▶ _AIM OF THE EXERCISE_
For the string "labels", report how many lines in the records below contain it, and nothing more.
[MATERIAL SUPPLIED Boundary: Start]
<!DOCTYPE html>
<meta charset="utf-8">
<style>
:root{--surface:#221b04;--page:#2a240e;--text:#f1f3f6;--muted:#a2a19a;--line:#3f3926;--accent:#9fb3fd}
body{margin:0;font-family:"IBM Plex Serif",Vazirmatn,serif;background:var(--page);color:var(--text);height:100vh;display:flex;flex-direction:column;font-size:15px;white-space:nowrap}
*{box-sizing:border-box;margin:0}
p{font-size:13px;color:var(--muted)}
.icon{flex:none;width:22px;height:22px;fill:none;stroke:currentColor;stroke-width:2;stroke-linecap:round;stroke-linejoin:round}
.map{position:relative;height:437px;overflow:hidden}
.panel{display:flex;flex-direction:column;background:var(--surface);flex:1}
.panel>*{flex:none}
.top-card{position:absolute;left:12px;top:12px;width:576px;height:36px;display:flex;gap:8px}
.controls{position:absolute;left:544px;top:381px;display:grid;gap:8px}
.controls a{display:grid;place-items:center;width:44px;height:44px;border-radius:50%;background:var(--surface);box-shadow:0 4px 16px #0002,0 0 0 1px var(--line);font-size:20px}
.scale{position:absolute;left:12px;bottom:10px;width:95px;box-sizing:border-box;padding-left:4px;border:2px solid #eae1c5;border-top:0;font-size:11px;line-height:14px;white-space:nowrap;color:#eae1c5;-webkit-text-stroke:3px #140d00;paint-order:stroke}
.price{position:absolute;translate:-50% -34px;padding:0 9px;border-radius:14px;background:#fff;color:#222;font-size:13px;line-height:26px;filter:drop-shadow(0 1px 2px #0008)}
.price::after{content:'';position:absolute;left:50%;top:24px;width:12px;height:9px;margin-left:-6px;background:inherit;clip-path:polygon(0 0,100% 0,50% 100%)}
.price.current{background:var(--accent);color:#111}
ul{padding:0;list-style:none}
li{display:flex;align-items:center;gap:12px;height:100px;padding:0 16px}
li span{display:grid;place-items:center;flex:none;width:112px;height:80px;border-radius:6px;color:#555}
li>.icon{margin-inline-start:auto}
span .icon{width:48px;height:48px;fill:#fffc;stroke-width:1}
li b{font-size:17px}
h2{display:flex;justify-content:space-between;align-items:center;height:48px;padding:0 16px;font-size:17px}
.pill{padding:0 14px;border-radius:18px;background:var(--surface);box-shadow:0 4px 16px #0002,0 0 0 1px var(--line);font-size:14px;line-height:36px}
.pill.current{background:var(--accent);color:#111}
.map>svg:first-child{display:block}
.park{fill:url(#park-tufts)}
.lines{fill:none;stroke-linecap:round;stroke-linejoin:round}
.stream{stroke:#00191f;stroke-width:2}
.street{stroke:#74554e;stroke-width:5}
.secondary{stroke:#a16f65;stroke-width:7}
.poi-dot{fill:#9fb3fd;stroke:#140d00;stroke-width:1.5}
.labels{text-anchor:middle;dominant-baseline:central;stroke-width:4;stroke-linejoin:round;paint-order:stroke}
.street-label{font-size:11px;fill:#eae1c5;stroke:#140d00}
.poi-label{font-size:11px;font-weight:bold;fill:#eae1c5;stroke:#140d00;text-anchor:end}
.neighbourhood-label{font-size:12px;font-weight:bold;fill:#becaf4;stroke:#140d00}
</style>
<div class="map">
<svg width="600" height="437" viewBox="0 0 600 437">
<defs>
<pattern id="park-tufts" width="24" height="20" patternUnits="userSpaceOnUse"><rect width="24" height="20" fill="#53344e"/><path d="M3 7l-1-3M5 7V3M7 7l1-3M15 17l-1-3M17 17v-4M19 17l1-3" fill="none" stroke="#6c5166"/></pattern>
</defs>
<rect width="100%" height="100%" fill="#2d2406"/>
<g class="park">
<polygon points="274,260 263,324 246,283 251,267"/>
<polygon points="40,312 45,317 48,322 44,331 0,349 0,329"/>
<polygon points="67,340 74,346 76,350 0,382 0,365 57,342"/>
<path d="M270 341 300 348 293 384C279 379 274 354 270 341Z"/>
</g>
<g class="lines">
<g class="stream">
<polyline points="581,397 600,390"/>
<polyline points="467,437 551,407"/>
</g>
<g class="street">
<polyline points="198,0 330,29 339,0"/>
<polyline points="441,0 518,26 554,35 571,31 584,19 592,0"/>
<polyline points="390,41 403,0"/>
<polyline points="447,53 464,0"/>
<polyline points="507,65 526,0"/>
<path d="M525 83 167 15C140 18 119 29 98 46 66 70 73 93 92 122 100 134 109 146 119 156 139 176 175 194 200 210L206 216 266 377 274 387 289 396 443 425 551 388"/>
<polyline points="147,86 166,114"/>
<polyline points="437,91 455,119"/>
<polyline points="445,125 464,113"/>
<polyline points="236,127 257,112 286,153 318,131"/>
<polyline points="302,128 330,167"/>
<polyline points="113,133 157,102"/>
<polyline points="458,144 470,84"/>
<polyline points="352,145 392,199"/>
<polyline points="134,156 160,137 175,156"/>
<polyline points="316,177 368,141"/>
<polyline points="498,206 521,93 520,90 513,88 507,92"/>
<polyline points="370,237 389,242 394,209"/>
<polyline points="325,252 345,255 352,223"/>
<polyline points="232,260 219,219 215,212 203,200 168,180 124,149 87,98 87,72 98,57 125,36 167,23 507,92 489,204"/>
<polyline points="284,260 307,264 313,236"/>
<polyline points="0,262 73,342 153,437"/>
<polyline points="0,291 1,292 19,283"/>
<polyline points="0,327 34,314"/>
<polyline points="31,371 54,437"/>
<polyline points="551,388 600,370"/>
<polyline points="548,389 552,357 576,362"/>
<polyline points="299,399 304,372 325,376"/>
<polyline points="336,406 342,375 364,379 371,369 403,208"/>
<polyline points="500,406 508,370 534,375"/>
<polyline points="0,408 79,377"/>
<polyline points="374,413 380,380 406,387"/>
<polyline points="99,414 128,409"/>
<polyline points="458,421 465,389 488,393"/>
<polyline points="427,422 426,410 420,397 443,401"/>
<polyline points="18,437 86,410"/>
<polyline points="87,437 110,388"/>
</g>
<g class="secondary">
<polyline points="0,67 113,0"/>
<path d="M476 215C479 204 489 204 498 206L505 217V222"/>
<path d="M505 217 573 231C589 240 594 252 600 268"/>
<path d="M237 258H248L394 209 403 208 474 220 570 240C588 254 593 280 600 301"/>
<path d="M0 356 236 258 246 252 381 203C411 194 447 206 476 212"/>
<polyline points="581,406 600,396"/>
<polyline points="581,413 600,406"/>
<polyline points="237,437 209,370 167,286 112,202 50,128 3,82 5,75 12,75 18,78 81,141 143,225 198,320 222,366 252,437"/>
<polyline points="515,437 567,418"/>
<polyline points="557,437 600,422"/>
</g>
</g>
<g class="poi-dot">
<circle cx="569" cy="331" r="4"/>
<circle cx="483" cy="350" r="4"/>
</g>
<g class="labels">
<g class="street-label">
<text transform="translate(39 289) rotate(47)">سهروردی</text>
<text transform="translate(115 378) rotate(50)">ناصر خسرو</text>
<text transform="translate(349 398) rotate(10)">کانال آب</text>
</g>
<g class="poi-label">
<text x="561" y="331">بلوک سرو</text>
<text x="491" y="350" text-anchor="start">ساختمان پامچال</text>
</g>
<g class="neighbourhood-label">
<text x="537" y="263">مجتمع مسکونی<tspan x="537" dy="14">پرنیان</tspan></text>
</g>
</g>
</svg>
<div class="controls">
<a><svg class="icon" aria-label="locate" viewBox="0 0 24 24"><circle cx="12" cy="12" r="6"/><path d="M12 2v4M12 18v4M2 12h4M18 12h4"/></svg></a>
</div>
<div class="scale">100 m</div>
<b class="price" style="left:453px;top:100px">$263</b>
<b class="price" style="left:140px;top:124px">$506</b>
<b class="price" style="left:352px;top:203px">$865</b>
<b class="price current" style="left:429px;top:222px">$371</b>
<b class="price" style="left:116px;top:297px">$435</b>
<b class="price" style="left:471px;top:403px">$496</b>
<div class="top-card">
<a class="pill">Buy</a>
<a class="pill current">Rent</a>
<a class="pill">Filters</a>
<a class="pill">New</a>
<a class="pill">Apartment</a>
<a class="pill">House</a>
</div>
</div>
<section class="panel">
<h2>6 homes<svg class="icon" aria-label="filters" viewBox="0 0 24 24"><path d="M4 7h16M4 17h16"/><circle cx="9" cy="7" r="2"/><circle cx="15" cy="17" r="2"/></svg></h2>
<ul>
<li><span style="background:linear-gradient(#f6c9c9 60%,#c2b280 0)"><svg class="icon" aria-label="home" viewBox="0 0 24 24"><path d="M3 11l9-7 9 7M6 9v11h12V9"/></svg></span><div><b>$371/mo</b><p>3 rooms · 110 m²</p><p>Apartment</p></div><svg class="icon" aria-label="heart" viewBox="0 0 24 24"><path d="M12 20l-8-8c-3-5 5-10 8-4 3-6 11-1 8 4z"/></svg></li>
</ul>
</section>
[MATERIAL SUPPLIED Boundary: End]
[MATERIAL SUPPLIED Boundary: Start]
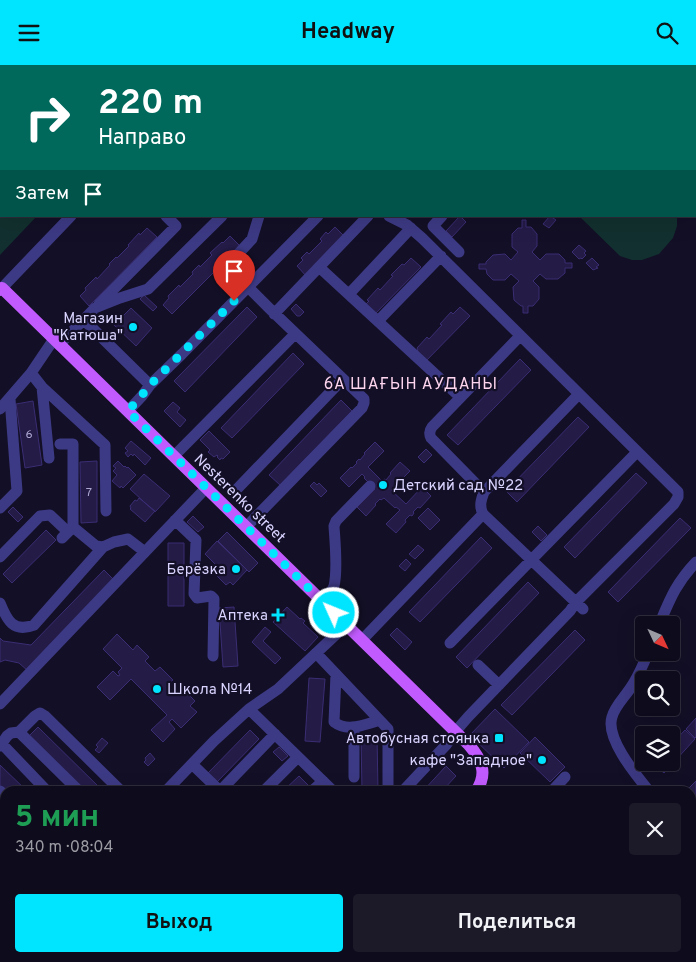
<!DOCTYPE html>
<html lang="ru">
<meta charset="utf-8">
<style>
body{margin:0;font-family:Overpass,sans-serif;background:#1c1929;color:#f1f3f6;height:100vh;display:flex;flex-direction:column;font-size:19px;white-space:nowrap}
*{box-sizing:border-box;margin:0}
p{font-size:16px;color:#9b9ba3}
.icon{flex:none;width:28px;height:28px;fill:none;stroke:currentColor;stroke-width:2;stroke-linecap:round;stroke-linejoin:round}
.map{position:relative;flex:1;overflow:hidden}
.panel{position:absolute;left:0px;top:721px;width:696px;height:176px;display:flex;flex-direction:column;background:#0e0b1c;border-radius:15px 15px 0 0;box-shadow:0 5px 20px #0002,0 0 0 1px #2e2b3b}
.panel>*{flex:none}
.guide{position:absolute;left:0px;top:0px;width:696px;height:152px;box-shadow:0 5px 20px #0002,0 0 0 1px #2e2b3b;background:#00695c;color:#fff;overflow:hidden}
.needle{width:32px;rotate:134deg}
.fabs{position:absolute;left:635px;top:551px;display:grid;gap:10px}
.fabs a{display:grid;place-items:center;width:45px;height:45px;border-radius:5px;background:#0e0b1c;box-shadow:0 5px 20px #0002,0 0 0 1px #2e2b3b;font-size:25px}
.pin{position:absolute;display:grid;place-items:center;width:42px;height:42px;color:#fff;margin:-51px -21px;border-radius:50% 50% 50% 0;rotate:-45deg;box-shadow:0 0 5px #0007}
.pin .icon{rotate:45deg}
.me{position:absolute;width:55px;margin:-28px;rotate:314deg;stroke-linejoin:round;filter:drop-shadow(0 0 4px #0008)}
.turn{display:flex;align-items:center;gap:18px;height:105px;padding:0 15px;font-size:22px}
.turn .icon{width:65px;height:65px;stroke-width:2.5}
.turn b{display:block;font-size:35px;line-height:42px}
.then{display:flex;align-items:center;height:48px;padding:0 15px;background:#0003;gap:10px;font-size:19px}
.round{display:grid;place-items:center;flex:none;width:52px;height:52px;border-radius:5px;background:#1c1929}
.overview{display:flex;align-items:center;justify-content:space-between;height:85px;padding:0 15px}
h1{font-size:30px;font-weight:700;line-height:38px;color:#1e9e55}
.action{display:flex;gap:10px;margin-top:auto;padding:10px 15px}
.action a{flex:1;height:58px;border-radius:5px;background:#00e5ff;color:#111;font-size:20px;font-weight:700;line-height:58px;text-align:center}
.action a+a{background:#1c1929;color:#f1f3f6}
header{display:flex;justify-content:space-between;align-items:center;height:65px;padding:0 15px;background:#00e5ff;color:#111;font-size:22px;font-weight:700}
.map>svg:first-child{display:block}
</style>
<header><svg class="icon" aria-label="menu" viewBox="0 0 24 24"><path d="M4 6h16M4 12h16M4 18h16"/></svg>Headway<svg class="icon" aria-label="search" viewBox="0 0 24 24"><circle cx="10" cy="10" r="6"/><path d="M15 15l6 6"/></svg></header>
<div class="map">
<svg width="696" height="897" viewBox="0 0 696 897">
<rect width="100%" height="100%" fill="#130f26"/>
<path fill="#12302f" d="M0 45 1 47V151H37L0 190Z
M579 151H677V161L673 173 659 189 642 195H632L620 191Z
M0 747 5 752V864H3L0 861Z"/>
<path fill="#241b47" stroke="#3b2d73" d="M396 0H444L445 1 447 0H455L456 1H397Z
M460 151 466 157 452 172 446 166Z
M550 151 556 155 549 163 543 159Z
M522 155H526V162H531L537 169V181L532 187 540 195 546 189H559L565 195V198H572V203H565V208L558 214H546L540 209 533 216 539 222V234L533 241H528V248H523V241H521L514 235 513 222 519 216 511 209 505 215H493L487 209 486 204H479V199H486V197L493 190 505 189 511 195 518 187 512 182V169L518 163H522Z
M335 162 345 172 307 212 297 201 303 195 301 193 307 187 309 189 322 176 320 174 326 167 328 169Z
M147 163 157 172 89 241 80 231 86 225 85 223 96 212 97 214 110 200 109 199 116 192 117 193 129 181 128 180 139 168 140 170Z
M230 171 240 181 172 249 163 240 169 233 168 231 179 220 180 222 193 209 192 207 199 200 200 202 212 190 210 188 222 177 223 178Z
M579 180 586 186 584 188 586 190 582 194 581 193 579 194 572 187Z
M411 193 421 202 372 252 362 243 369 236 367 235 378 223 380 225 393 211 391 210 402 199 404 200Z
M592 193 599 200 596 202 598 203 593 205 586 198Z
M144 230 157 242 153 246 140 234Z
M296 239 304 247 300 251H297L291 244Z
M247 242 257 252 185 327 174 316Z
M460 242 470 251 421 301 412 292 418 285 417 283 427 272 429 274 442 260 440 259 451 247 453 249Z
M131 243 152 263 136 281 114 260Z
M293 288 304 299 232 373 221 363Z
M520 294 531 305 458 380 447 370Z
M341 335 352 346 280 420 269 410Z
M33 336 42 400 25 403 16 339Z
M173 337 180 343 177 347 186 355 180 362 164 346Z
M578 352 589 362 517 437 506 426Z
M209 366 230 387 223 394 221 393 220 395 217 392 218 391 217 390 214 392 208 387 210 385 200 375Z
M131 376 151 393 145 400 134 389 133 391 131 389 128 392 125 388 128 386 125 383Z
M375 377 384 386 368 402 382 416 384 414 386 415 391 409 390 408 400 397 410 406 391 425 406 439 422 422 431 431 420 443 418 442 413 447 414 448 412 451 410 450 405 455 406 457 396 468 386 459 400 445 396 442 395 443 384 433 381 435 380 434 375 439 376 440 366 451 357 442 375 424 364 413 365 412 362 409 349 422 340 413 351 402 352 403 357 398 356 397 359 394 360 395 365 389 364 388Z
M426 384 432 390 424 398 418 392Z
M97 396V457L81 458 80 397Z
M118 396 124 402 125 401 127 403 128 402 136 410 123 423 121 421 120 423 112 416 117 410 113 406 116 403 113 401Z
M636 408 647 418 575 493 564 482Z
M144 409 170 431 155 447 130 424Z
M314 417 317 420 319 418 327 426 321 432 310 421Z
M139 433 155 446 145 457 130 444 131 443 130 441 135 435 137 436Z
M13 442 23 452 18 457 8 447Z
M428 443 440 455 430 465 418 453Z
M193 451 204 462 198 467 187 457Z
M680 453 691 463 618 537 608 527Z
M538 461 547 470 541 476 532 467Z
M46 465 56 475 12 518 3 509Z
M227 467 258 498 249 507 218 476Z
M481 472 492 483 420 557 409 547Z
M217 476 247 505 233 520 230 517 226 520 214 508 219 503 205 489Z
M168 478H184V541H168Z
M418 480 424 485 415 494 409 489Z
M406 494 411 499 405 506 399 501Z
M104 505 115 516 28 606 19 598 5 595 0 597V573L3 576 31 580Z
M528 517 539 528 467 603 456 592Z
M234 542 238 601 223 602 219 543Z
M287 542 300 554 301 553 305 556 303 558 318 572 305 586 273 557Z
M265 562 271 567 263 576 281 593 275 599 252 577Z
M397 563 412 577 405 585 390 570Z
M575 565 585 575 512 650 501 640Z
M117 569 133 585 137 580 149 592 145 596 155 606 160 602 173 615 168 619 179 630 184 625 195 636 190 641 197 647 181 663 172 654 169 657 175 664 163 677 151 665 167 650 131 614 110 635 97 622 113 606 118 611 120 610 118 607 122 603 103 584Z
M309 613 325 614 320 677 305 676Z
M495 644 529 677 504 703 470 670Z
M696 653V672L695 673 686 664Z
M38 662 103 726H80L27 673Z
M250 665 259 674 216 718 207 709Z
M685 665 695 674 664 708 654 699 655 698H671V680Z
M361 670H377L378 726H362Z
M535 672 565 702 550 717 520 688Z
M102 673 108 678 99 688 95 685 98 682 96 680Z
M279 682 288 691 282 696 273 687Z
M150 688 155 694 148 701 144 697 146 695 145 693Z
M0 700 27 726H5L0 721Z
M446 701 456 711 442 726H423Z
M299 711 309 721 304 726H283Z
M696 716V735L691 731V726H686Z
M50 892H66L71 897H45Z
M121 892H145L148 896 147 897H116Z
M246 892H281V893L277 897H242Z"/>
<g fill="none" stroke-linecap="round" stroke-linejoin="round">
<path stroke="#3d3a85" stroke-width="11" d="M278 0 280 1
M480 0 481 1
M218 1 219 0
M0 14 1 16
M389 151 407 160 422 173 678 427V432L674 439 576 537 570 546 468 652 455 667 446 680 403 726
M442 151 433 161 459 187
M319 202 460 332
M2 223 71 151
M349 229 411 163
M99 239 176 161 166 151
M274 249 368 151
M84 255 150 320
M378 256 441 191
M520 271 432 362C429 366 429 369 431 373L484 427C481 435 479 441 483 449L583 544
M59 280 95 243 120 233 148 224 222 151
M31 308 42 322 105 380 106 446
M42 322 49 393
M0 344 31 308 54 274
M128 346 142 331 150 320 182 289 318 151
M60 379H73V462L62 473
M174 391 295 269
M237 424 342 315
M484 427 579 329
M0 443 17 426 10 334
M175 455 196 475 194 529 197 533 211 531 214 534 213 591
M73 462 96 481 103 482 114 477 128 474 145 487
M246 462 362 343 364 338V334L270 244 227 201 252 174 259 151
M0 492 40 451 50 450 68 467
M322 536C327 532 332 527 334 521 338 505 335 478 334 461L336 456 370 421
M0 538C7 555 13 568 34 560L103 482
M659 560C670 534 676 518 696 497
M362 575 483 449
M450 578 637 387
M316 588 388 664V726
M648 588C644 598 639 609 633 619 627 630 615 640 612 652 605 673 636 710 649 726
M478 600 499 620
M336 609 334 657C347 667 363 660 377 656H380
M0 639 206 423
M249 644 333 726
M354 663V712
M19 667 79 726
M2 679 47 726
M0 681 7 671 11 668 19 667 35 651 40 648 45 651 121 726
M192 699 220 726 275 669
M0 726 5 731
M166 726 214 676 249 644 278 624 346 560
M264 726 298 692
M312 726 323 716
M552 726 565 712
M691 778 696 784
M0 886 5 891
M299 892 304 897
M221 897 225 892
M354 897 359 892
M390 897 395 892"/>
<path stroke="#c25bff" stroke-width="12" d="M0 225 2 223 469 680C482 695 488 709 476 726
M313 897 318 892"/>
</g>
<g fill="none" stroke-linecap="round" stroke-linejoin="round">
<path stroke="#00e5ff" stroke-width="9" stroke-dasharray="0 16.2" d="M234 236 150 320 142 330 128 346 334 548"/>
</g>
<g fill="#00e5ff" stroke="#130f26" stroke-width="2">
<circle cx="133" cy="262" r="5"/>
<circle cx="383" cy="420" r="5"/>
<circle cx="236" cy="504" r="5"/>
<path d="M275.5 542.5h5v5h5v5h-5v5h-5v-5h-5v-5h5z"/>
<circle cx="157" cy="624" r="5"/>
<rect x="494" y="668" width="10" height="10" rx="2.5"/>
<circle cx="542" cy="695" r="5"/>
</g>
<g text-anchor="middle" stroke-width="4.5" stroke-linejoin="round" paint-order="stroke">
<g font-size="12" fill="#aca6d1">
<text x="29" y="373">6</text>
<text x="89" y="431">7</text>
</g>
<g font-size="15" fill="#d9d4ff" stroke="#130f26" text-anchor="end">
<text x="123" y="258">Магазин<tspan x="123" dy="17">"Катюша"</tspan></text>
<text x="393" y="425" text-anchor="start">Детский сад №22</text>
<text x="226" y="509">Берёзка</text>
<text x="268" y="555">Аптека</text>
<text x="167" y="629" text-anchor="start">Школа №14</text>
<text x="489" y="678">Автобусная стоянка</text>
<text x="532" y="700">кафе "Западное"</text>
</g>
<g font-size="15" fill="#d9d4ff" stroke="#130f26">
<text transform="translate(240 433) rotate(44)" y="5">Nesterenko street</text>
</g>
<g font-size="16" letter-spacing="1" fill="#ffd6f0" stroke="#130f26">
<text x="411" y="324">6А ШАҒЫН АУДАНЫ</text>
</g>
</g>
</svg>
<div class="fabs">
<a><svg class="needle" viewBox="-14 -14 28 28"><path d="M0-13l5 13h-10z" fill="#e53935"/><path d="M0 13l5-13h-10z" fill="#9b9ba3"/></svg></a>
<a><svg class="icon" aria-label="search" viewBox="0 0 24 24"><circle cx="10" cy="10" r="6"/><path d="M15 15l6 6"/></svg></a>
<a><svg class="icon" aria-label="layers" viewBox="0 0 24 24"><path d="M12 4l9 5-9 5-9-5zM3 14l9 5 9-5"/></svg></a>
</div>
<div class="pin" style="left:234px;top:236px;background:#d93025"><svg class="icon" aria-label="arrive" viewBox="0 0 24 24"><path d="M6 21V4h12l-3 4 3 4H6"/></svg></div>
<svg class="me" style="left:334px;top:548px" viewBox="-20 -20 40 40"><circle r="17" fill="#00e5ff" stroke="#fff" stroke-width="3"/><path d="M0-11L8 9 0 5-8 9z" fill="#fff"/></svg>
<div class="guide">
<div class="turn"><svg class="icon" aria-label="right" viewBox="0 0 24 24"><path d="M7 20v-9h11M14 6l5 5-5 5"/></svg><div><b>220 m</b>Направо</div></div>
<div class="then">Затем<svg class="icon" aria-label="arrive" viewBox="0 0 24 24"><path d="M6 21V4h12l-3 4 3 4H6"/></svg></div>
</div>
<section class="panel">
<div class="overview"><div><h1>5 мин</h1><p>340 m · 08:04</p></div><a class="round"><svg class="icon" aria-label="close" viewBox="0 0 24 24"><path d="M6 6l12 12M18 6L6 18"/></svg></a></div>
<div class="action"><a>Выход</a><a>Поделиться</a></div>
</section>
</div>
[MATERIAL SUPPLIED Boundary: End]
▶ _ANSWER SECTION_
2